O Espetacular Homem-Aranha (The Amazing Spider-Man, 2012) de Marc Webb
De projeto encalhado nos anos 90 à sua produção final, a primeira adaptação dos HQs de Homem-Aranha demorou pouco mais de 10 anos. Em meados dos anos 2000, cultuado Sam Raimi assumiu a obra e, finalmente, em 2002 Homem-Aranha, o filme, chegou às telas de cinema. Sucesso fenomenal de público, a obra envelheceu mal (principalmente os efeitos especiais), mesmo com o atestado de grande divertimento. Contou a origem do herói de forma colorida e com algumas pontas soltas. Ah, e o Duende Verde parecia vilão do Jaspion ou algum congênere.

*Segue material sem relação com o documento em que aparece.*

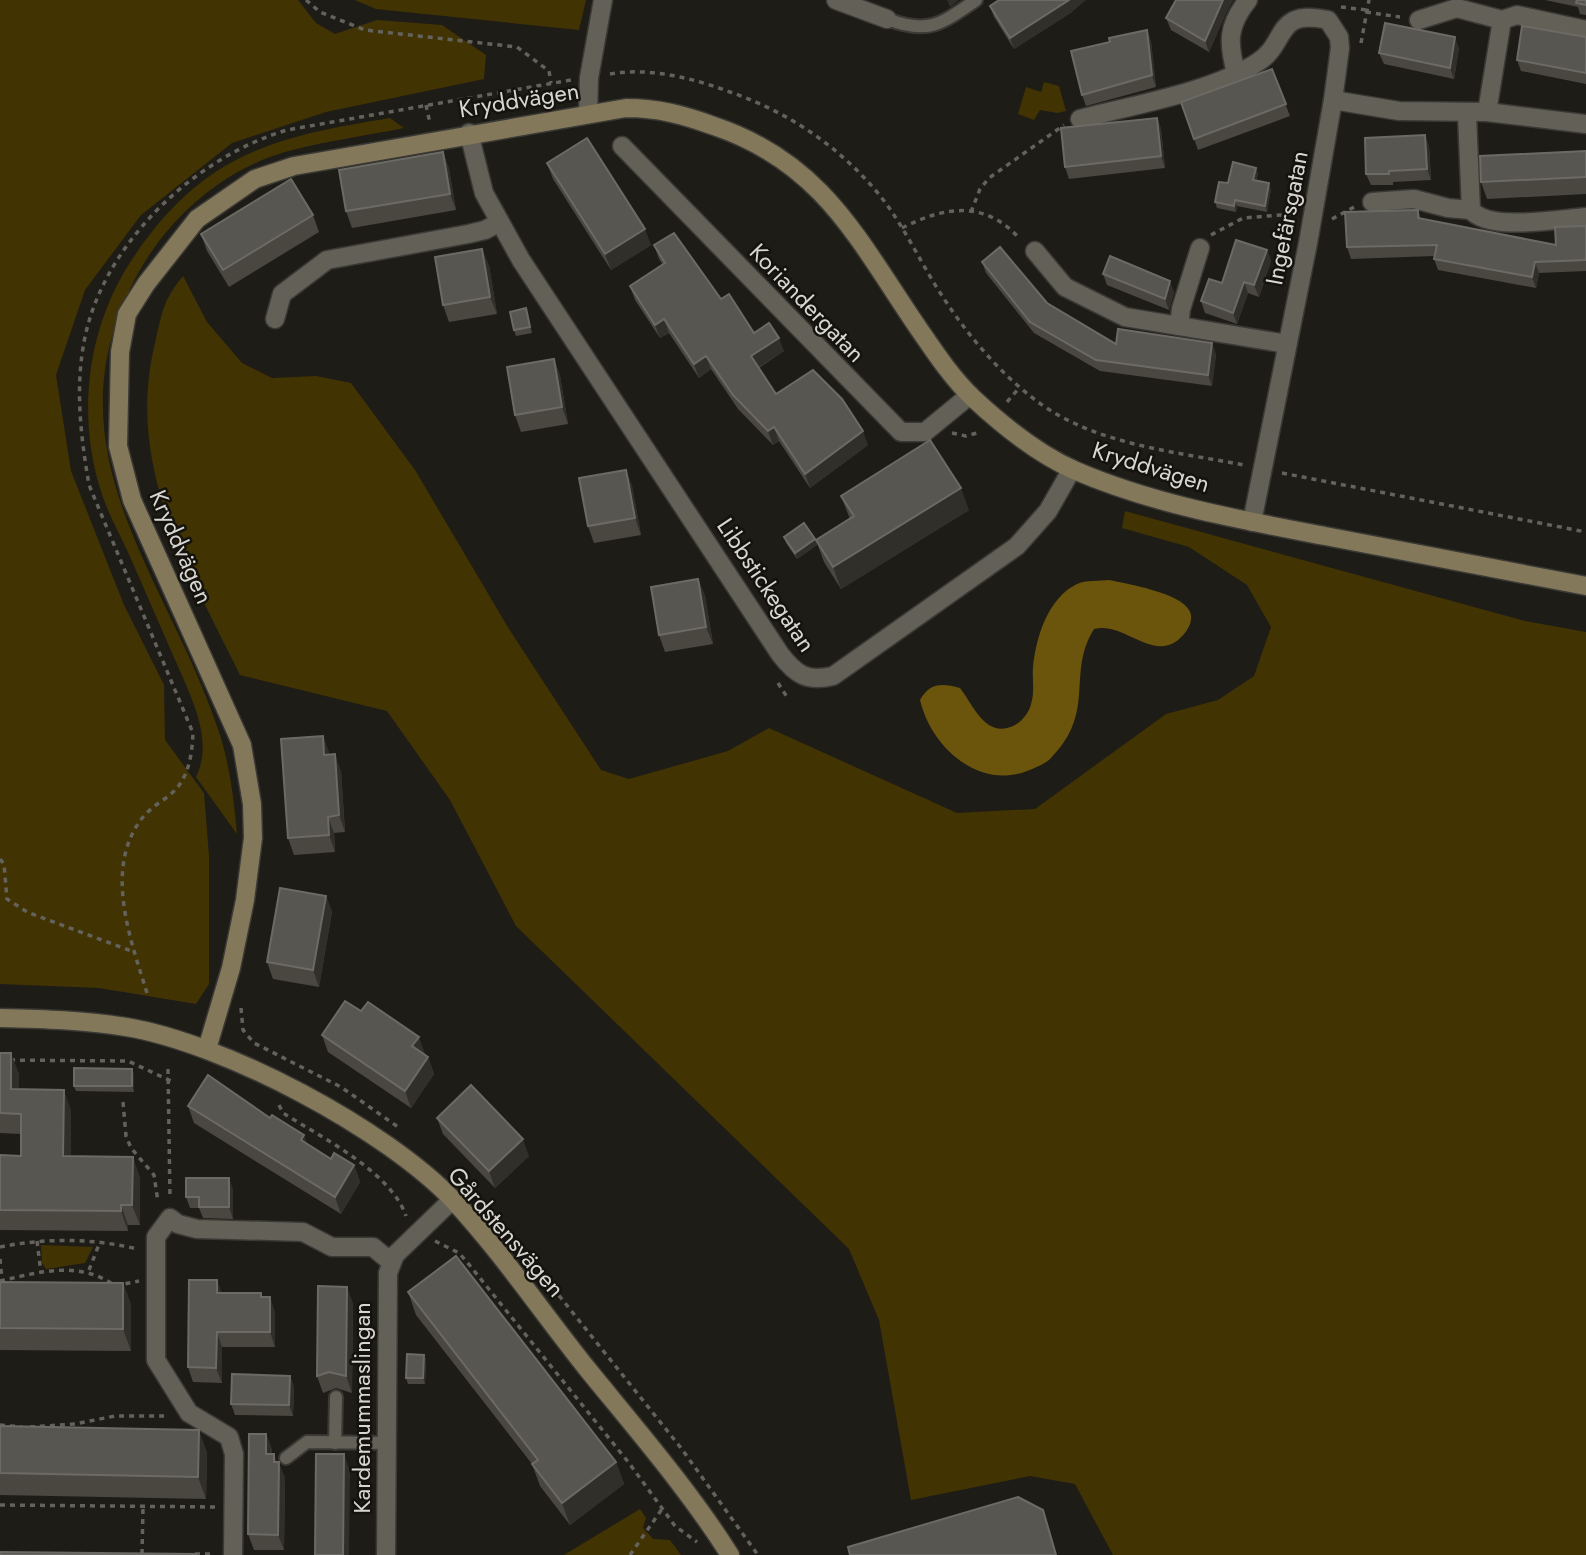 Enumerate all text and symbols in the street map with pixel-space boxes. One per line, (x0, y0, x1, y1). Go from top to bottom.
street label: Kryddvägen (456, 73, 582, 126)
street label: Ingefärsgatan (1256, 148, 1317, 288)
street label: Koriandergatan (741, 235, 873, 370)
street label: Kryddvägen (1088, 432, 1214, 501)
street label: Kryddvägen (141, 484, 222, 609)
street label: Libbstickegatan (709, 511, 824, 659)
street label: Gårdstensvägen (440, 1159, 573, 1305)
street label: Kardemummaslingan (344, 1302, 379, 1514) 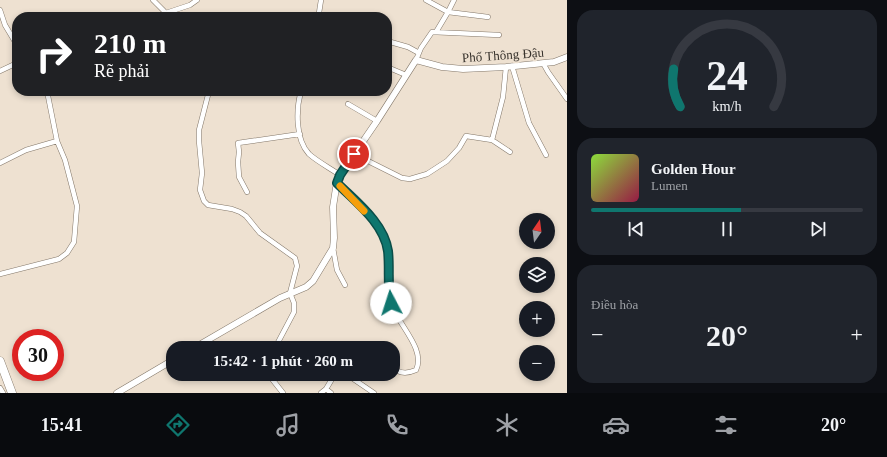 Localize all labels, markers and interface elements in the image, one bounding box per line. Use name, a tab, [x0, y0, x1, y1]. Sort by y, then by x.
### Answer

Já Homem-Aranha 2 (2004) foi um acerto assombroso, mais sombrio e com um vilão sensacional (Octopus). Sim, outro grande sucesso de bilheteria. Sam Raimi e toda sua trupe já haviam assinado para um terceiro capítulo, o que não tardou a acontecer. Mas com muitos problemas, Homem-Aranha 3 (2007) foi um desastre artístico. Ainda assim a patética obra rendeu horrores. E a Sony, detentora dos direitos do personagem de Stan Lee e Steve Dikto, queria mais. Nada mais natural depois de mais de 2,5 bilhões de dólares arrecadados somente nos cinemas. Mas Sam Raimi, equipe técnica e protagonistas, Tobey Maguire e Kirsten Dunst estavam fora. Decisão da Sony: reiniciar a história do zero, agora sem pontas soltas.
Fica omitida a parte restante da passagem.